By-Elections This Week Could Reveal The Slow Death Of Labour In England

Labour could lose both by-elections this week. Such an event would send political shockwaves throughout the country with new questions raised about Mr Corbyn's leadership and his lack of political direction or ideological coherence. But it would also generate questions about the future of Labour England.
Danny Lawson/PA Wire

Jeremy Corbyn and the Labour Party face a double test on Thursday with by-elections in Stoke-on-Trent Central and Copeland. Both constituencies have voted Labour since the 1930s but it's evident that many traditional Labour supporters are fed-up with the Party and ready to go elsewhere. Labour defeat in both seats is not inconceivable and would bring to light the rapid disintegration of Labour England.

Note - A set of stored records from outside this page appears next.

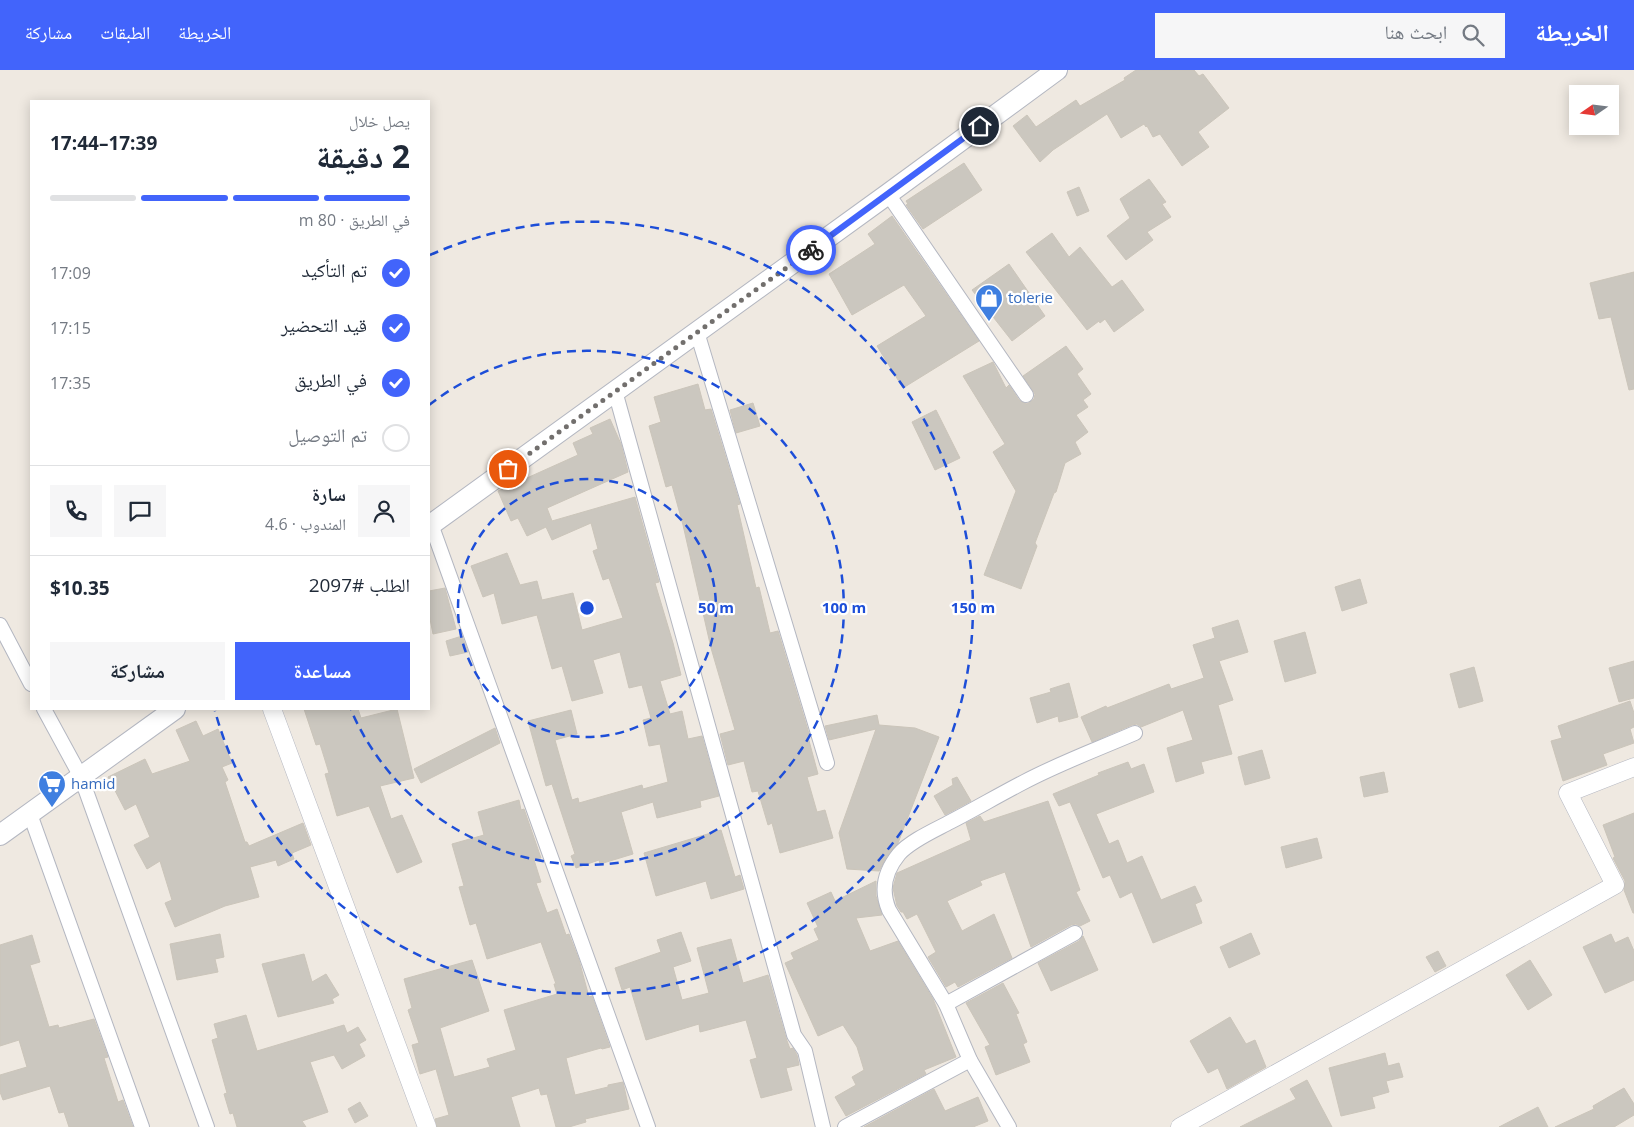 <!DOCTYPE html>
<html lang="ar">
<meta charset="utf-8">
<style>
body{margin:0;font-family:"Open Sans","Noto Naskh Arabic",sans-serif;background:#f6f6f7;color:#1f2937;direction:rtl;height:100vh;display:flex;flex-direction:column;font-size:19px;white-space:nowrap}
*{box-sizing:border-box;margin:0}
p{font-size:16px;color:#747a83}
.icon{flex:none;width:28px;height:28px;fill:none;stroke:currentColor;stroke-width:2;stroke-linecap:round;stroke-linejoin:round}
.map{position:relative;flex:1;overflow:hidden;direction:ltr}
.drawer{position:absolute;left:30px;top:30px;width:400px;height:610px;display:flex;flex-direction:column;background:#fff;border-radius:0px;box-shadow:0 2px 12px #0003;direction:rtl}
.drawer>*{flex:none}
.needle{width:32px;rotate:256deg}
.controls{position:absolute;left:1569px;top:15px;display:grid;gap:10px}
.controls a{display:grid;place-items:center;width:50px;height:50px;border-radius:0px;background:#fff;box-shadow:0 2px 12px #0003;font-size:25px}
.pin{position:absolute;display:grid;place-items:center;width:42px;height:42px;color:#fff;margin:-21px;border:2px solid #fff;border-radius:50%;box-shadow:0 1px 5px #0007}
.courier{position:absolute;display:grid;place-items:center;width:50px;height:50px;margin:-25px;border:4px solid #4264fb;border-radius:50%;background:#fff;color:#222;box-shadow:0 1px 6px #0007}
.overview em{font-style:normal;font-weight:700}
.overview div{display:flex;flex-direction:column-reverse}
.overview{display:flex;align-items:center;justify-content:space-between;height:85px;padding:0 20px}
h1{font-size:32px;font-weight:700;line-height:38px}
.bar{display:grid;grid-template-columns:repeat(4,1fr);gap:8px 5px;align-content:center;height:60px;padding:0 20px}
.bar i{height:6px;border-radius:4px;background:#e0e1e3}
.bar .selected{background:#4264fb}
.bar p{grid-column:span 4}
.line{display:flex;align-items:center;gap:12px;padding:0 20px;border-top:1px solid #e0e1e3}
.line div{flex:1}
.round{display:grid;place-items:center;flex:none;width:52px;height:52px;border-radius:0px;background:#f6f6f7}
ol{padding:0 20px;list-style:none}
li{display:flex;align-items:center;gap:15px;height:55px}
li p{margin-inline-start:auto}
li .icon{padding:5px;border-radius:50%;background:#4264fb;color:#fff;stroke-width:4}
li:last-child{color:#747a83}
li i{width:28px;height:28px;border:2px solid #e0e1e3;border-radius:50%}
.cta{display:flex;gap:10px;margin-top:auto;padding:10px 20px}
.cta a{flex:1;height:58px;border-radius:0px;background:#4264fb;color:#fff;font-size:20px;font-weight:700;line-height:58px;text-align:center}
.cta a+a{background:#f6f6f7;color:#1f2937}
header{display:flex;align-items:center;gap:30px;box-sizing:border-box;height:70px;padding:0 25px;background:#4264fb;color:#fff}
header strong{font-size:24px}
nav{display:flex;gap:28px;margin-inline-start:auto;font-size:18px}
.search{width:350px;height:45px;background:#f6f6f7;display:flex;align-items:center;gap:12px;box-sizing:border-box;padding:0 18px;border-radius:0px;color:#747a83;font-size:19px}
.map>svg:first-child{display:block}
.building{fill:#cbc7bf;stroke:#cbc5ba}
.lines{fill:none;stroke-linecap:round;stroke-linejoin:round}
.minor-casing{stroke:#b4b7c1;stroke-width:16}
.tertiary-casing{stroke:#b4b7c1;stroke-width:19}
.secondary-casing{stroke:#b4b7c1;stroke-width:22}
.minor{stroke:#fff;stroke-width:14}
.tertiary{stroke:#fff;stroke-width:18}
.secondary{stroke:#fff;stroke-width:20}
.done{stroke:#726f6d;stroke-width:5;stroke-dasharray:0 9}
.route{stroke:#4264fb;stroke-width:6}
.ring{fill:none;stroke:#1d4ed8;stroke-width:2.5;stroke-dasharray:9 6}
.labels{text-anchor:middle;stroke-width:4.5;stroke-linejoin:round;paint-order:stroke}
.shop-label{font-size:15px;fill:#366cbe;stroke:#fff;text-anchor:start}
.centre{fill:#1d4ed8;stroke:#fff;stroke-width:2.5}
.ring-label{font-size:15px;text-anchor:middle;font-weight:bold;fill:#1d4ed8;stroke:#fff;stroke-width:4.5;stroke-linejoin:round;paint-order:stroke}
</style>
<header>
<strong>الخريطة</strong>
<div class="search"><svg class="icon" aria-label="search" viewBox="0 0 24 24"><circle cx="10" cy="10" r="6"/><path d="M15 15l6 6"/></svg>ابحث هنا</div>
<nav><a>الخريطة</a><a>الطبقات</a><a>مشاركة</a></nav>
</header>
<div class="map">
<svg width="1634" height="1057" viewBox="0 0 1634 1057">
<rect width="100%" height="100%" fill="#efe9e1"/>
<g class="building">
<polygon points="1136,0 1194,0 1199,6 1203,4 1229,38 1198,62 1209,77 1182,96 1160,64 1153,67 1147,56 1146,57 1144,54 1121,68 1107,44 1053,80 1040,92 1013,56 1027,45 1036,57 1076,30 1080,36 1125,10 1124,8"/>
<polygon points="964,93 982,120 923,159 906,135 908,134 906,131"/>
<polygon points="1149,109 1166,132 1162,134 1171,147 1147,162 1153,170 1126,190 1107,166 1130,148 1120,129"/>
<polygon points="1079,117 1089,141 1077,146 1067,122"/>
<polygon points="892,146 979,271 903,318 877,276 926,246 904,215 852,245 829,204 875,174 868,164"/>
<polygon points="1052,163 1069,187 1080,177 1112,217 1122,210 1144,240 1114,262 1105,249 1100,253 1099,251 1087,260 1026,182"/>
<polygon points="1009,194 1045,246 1012,271 972,220"/>
<polygon points="1634,202 1634,319 1629,320 1611,247 1599,249 1590,213"/>
<polygon points="1066,276 1083,299 1077,304 1091,324 1083,330 1088,337 1076,345 1088,362 1075,372 1081,384 1065,393 1056,422 1054,423 1035,473 1037,476 1021,519 984,505 1016,421 993,382 1005,374 963,306 993,292 1006,318 1009,315 1019,330 1027,334 1034,329 1035,324 1023,306"/>
<polygon points="698,314 705,340 711,339 740,434 737,435 756,518 759,517 770,563 778,561 810,667 808,667 818,704 807,707 817,742 825,740 833,768 780,783 772,753 768,755 758,721 752,722 744,691 728,695 720,664 735,660 711,578 683,455 672,415 666,417 649,356 661,352 654,327"/>
<polygon points="753,333 760,356 736,363 730,340"/>
<polygon points="936,340 960,388 935,400 912,352"/>
<polygon points="610,349 621,374 628,402 547,438 552,451 635,427 659,512 655,513 673,573 681,605 660,611 670,644 682,641 688,669 702,666 719,726 700,731 701,737 657,748 653,732 621,742 633,784 600,794 599,790 576,798 571,786 575,784 552,714 546,716 528,651 571,640 577,664 555,670 572,730 578,728 579,733 642,715 643,719 668,712 660,674 649,676 643,650 651,648 642,615 629,618 620,582 593,590 603,623 572,631 562,596 552,599 537,545 502,554 494,523 483,527 471,496 507,483 520,515 537,511 542,530 573,523 582,560 623,548 609,508 603,510 593,481 598,479 591,453 552,470 546,457 527,466 518,448 511,451 498,421 578,385 573,373 593,364 590,358"/>
<polygon points="1360,509 1367,533 1342,541 1335,517"/>
<polygon points="445,518 456,559 433,564 429,544 429,521"/>
<polygon points="1238,550 1248,582 1219,591 1233,630 1218,635 1232,684 1201,692 1204,703 1176,712 1167,678 1193,670 1183,640 1141,657 1137,654 1132,655 1092,672 1081,647 1106,636 1107,638 1169,614 1171,619 1204,608 1193,575 1215,568 1212,558"/>
<polygon points="1305,562 1316,603 1285,612 1274,571"/>
<polygon points="462,566 468,582 450,586 446,571"/>
<polygon points="1634,591 1634,628 1619,632 1609,598"/>
<polygon points="1474,597 1483,631 1459,638 1450,604"/>
<polygon points="1069,613 1078,647 1059,652 1058,646 1037,653 1030,628 1051,622 1050,619"/>
<polygon points="1630,631 1634,643 1634,657 1630,659 1634,673 1603,684 1607,695 1563,711 1551,671 1562,668 1558,656"/>
<polygon points="304,639 358,639 361,648 397,639 414,708 380,716 391,749 402,745 422,792 397,803 369,736 337,746 325,704 329,703 320,674 316,675"/>
<polygon points="877,645 879,655 915,658 939,667 898,773 887,786 879,801 847,799 839,763 876,659 829,670 825,656"/>
<polygon points="196,651 203,666 218,659 232,693 222,697 228,710 225,712 245,772 247,772 249,776 303,753 311,775 292,783 294,789 278,796 276,790 250,797 259,827 225,836 175,857 165,833 172,830 160,791 147,799 134,775 150,767 136,734 125,740 108,707 145,689 152,704 190,691 176,660"/>
<polygon points="495,658 500,673 421,713 414,699"/>
<polygon points="1262,680 1270,708 1245,715 1238,687"/>
<polygon points="1128,692 1131,699 1144,694 1154,722 1096,744 1109,774 1118,770 1127,793 1142,786 1161,830 1195,816 1202,831 1195,834 1202,853 1153,873 1132,822 1120,828 1110,805 1103,808 1070,732 1059,736 1053,724 1099,705 1098,703"/>
<polygon points="1384,702 1388,722 1364,727 1360,707"/>
<polygon points="957,707 971,731 945,745 934,726 953,715 952,709"/>
<polygon points="519,730 521,740 524,739 541,788 534,790 541,812 536,813 547,843 557,839 566,865 569,864 579,890 589,927 592,926 610,977 602,979 601,978 566,988 575,1025 608,1017 608,1015 623,1012 629,1039 585,1049 586,1052 569,1057 556,1057 547,1024 541,1025 539,1018 511,1027 520,1057 437,1057 435,1049 449,1045 436,999 420,1004 412,975 419,973 408,940 412,938 404,909 472,890 489,941 440,958 454,1007 490,997 487,989 516,980 504,940 557,924 554,914 556,914 541,872 487,889 476,853 470,855 459,817 464,816 452,774 484,765 478,742"/>
<polygon points="1048,731 1080,820 1076,822 1090,851 1080,856 1076,854 1071,855 1031,877 1005,802 980,811 982,815 947,831 962,861 994,844 1012,888 958,917 955,912 946,917 928,887 936,882 917,844 907,849 903,842 901,842 897,836 893,818 897,803 971,770 966,753 980,746 984,752"/>
<polygon points="1634,743 1634,843 1633,843 1624,820 1625,811 1613,788 1615,787 1603,755"/>
<polygon points="721,760 735,807 740,805 744,819 711,829 706,811 656,826 644,783"/>
<polygon points="1317,768 1322,788 1286,798 1281,777"/>
<polygon points="876,811 876,826 882,845 856,848 870,881 898,871 933,929 956,987 924,1000 926,1004 846,1046 835,1027 856,1015 852,1007 864,1000 857,977 843,955 818,966 785,893 794,889 791,883 819,870 814,859 818,857 807,833 831,822 835,831"/>
<polygon points="681,862 691,891 673,897 682,930 709,923 697,878 731,869 743,913 768,905 786,968 790,979 793,978 797,985 799,995 786,998 792,1020 761,1028 750,990 757,988 746,950 700,962 699,954 646,970 630,917 622,920 615,898 661,882 657,870"/>
<polygon points="1251,863 1260,884 1229,898 1220,877"/>
<polygon points="220,864 224,887 215,889 218,902 177,910 170,874"/>
<polygon points="1611,864 1615,873 1628,867 1634,881 1634,910 1605,923 1583,877"/>
<polygon points="32,865 40,892 30,895 49,957 58,955 59,958 94,949 108,987 104,988 118,1032 123,1030 133,1057 69,1057 64,1042 59,1043 50,1016 3,1030 0,1022 0,1005 27,997 19,970 0,976 0,875"/>
<polygon points="1083,866 1098,900 1051,921 1038,893 1079,871"/>
<polygon points="1438,881 1446,896 1435,902 1426,887"/>
<polygon points="304,884 312,912 326,904 339,925 332,929 334,933 278,947 262,894"/>
<polygon points="1530,890 1552,925 1528,940 1506,905"/>
<polygon points="1003,913 1019,943 1016,944 1027,972 1023,974 1030,992 996,1005 985,977 990,975 966,933"/>
<polygon points="246,945 257,981 344,955 347,963 358,957 366,970 359,974 365,986 342,999 334,985 310,992 328,1042 302,1051 306,1057 237,1057 233,1043 230,1044 224,1024 227,1023 212,970 218,968 214,954"/>
<polygon points="1230,947 1246,974 1255,970 1266,997 1227,1019 1218,998 1208,1003 1190,971"/>
<polygon points="1385,983 1388,996 1399,993 1403,1007 1386,1011 1389,1022 1372,1027 1375,1038 1341,1046 1329,998"/>
<polygon points="1307,1010 1332,1057 1240,1057 1296,1029 1290,1019"/>
<polygon points="1624,1018 1634,1034 1634,1045 1614,1057 1555,1057 1594,1039 1593,1036"/>
<polygon points="934,1019 945,1041 978,1027 988,1051 973,1057 864,1057"/>
<polygon points="360,1032 368,1046 355,1053 348,1039"/>
<polygon points="1538,1037 1548,1057 1499,1057"/>
</g>
<g class="lines">
<g class="minor-casing">
<g id="minor">
<polyline points="888,124 1026,325"/>
<polyline points="697,262 827,693"/>
<polyline points="615,321 794,965 805,981 823,1057"/>
<polyline points="431,454 648,1057"/>
<polyline points="0,555 31,614"/>
<polyline points="44,639 81,707 207,1057"/>
<polyline points="30,744 142,1057"/>
<polyline points="946,934 1075,863"/>
<polyline points="845,1057 970,990"/>
<path d="M1009 1057 970 990 946 934 889 840C880 819 885 801 899 784 910 771 935 760 950 752 975 739 999 725 1024 712 1060 693 1098 679 1135 663"/>
</g>
</g>
<g class="tertiary-casing">
<g id="tertiary">
<polyline points="272,639 427,1057"/>
<polyline points="1180,1057 1615,815 1568,723 1634,697"/>
</g>
</g>
<g class="secondary-casing">
<g id="secondary">
<polyline points="429,456 888,124 1057,0"/>
<polyline points="0,765 175,639"/>
</g>
</g>
<use href="#minor" class="minor"/>
<use href="#tertiary" class="tertiary"/>
<use href="#secondary" class="secondary"/>
</g>
<g class="lines">
<polyline class="done" points="508,399 811,180"/>
<polyline class="route" points="811,180 980,56"/>
</g>
<g class="ring">
<circle cx="587" cy="538" r="129"/>
<path d="M429 335A257 257 0 1 1 351 640"/>
<path d="M430 185A386 386 0 1 1 215 641"/>
</g>
<defs>
<g id="shop-pin" transform="scale(1.4375)"><path d="M0 17L-7.5 6A9.5 9.5 0 1 1 7.5 6Z" fill="#3f7fe0" stroke="#fff"/><path d="M-5-2.5h2.3a2.7 3.5 0 0 1 5.4 0H5L5.5 6h-11ZM-1.5-2.5h3a1.5 2.3 0 0 0-3 0Z" fill="#fff"/></g>
<g id="supermarket-pin" transform="scale(1.4375)"><path d="M0 17L-7.5 6A9.5 9.5 0 1 1 7.5 6Z" fill="#3f7fe0" stroke="#fff"/><path d="M-6-5.5h2.5l.6 2H6L4.5 2H-2.5L-4.4-4H-6ZM-1.5 3.2a1.3 1.3 0 1 0 .1 0ZM3 3.2a1.3 1.3 0 1 0 .1 0Z" fill="#fff"/></g>
</defs>
<g fill-rule="evenodd">
<use href="#shop-pin" x="989" y="228"/>
<use href="#supermarket-pin" x="52" y="714"/>
</g>
<g class="labels">
<g class="shop-label">
<text x="1008" y="233">tolerie</text>
<text x="71" y="719">hamid</text>
</g>
</g>
<circle cx="587" cy="538" r="8" class="centre"/>
<g class="ring-label">
<text x="716" y="543">50 m</text>
<text x="844" y="543">100 m</text>
<text x="973" y="543">150 m</text>
</g>
</svg>
<div class="controls">
<a><svg class="needle" viewBox="-14 -14 28 28"><path d="M0-13l5 13h-10z" fill="#e53935"/><path d="M0 13l5-13h-10z" fill="#747a83"/></svg></a>
</div>
<div class="pin" style="left:508px;top:399px;background:#ea580c"><svg class="icon" aria-label="bag" viewBox="0 0 24 24"><path d="M5 8h14l-1 12H6zM9 8a3 3 0 0 1 6 0"/></svg></div>
<div class="pin" style="left:980px;top:56px;background:#1f2937"><svg class="icon" aria-label="home" viewBox="0 0 24 24"><path d="M3 11l9-7 9 7M6 9v11h12V9"/></svg></div>
<div class="courier" style="left:811px;top:180px"><svg class="icon" aria-label="bike" viewBox="0 0 24 24"><circle cx="6" cy="16" r="4"/><circle cx="18" cy="16" r="4"/><path d="M6 16l4-8h5l3 8M10 8l3 8H6M13 5h3"/></svg></div>
<section class="drawer">
<div class="overview"><div><h1>2 دقيقة</h1><p>يصل خلال</p></div><em>17:39–17:44</em></div>
<div class="bar"><i class="selected"></i><i class="selected"></i><i class="selected"></i><i></i><p>في الطريق · 80 m</p></div>
<ol>
<li><svg class="icon" aria-label="check" viewBox="0 0 24 24"><path d="M5 12l5 5 9-10"/></svg>تم التأكيد<p>17:09</p></li>
<li><svg class="icon" aria-label="check" viewBox="0 0 24 24"><path d="M5 12l5 5 9-10"/></svg>قيد التحضير<p>17:15</p></li>
<li><svg class="icon" aria-label="check" viewBox="0 0 24 24"><path d="M5 12l5 5 9-10"/></svg>في الطريق<p>17:35</p></li>
<li><i></i>تم التوصيل</li>
</ol>
<div class="line" style="height:90px"><a class="round"><svg class="icon" aria-label="person" viewBox="0 0 24 24"><circle cx="12" cy="8" r="4"/><path d="M4 21q1-7 8-7t8 7"/></svg></a><div><b>سارة</b><p>المندوب · 4.6</p></div><a class="round"><svg class="icon" aria-label="chat" viewBox="0 0 24 24"><path d="M4 5h16v11H9l-5 4z"/></svg></a><a class="round"><svg class="icon" aria-label="phone" viewBox="0 0 24 24"><path d="M5 4h4l2 5-3 2q2 4 5 5l2-3 5 2v4C11 20 4 13 5 4z"/></svg></a></div>
<div class="line" style="height:65px"><div>الطلب #2097</div><b>$10.35</b></div>
<div class="cta"><a>مساعدة</a><a>مشاركة</a></div>
</section>
</div>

Stoke was once Labour's most secure city in Britain but the Party now no longer even controls the council and sits on a narrow 5,000 majority. This is England's most pro-Brexit city with 81,000 voting leave and 36,000 remain in the referendum last June. It's no surprise then that Jeremy Corbyn has visited Stoke on just two occasions having been dogged by concerns that he is too reluctant to embrace the UK's exit from the EU. Meanwhile tweets from the Party's candidate Gareth Snell show his scepticism about departing the EU describing Brexit as a "massive pile" of excrement. UKIP leader Paul Nuttall's campaign has suffered considerable blows in recent days with two senior UKIP officials in Liverpool quitting over Nuttall's false statement that he'd lost "close friends" in the Hillsbrough tragedy. Nevertheless a UKIP victory is not totally off the cards - such is the level of anger felt within the constituency towards the current Labour Party.

Further north in the Cumbrian constituency of Copeland internal analysis of more than 10,000 conversations with constituents shows Labour's support down by a third since 2015. Labour lead the Conservatives by just 2,564 votes in a seat that firmly backs Brexit. Thousands of its voters are employed by the nuclear industry at Sellafield, an industry which Mr Corbyn has previously criticised. The more Brexit and nuclear-friendly Conservatives are favourites to win.

Support for Labour in its northern heartlands such as Stoke and Copeland has been crumbling for some time. At the centre of this is a deep disconnect between voters in traditional Labour strongholds and the Establishment Left in Westminster. According to one analysis by Chris Hanretty of the University of East Anglia, almost two-thirds of Labour's 232 constituencies voted to leave the European Union last year, ignoring the advice of the Party's MPs, who overwhelmingly campaigned for Britain to stay. Comments from leading Labour figures such as Jo Stevens, who said that voting against Article 50 was an effort "to protect Labour values" hardly helps this disconnect.

But the problems run deeper. As former Labour MP for the Yorkshire seat of Selby John Grogan recently reflected, Labour has taken "the working-class vote for granted on the assumption that they have nowhere else to go." Labour has failed to listen to northern working-class voters and understand the powerful sense of dislocation many of them feel. There has been little desire from the Party's elite to make inroads into the hearts and minds of many of the people they claim to represent. The problem for Labour now is that disillusioned voters do have somewhere to go - into the arms of UKIP or even the Conservative Party.

Labour could lose both by-elections this week. Such an event would send political shockwaves throughout the country with new questions raised about Mr Corbyn's leadership and his lack of political direction or ideological coherence. But it would also generate questions about the future of Labour England.

Labour support has dissolved in Scotland. This week's by-elections may show that it's quickly dissolving in England too.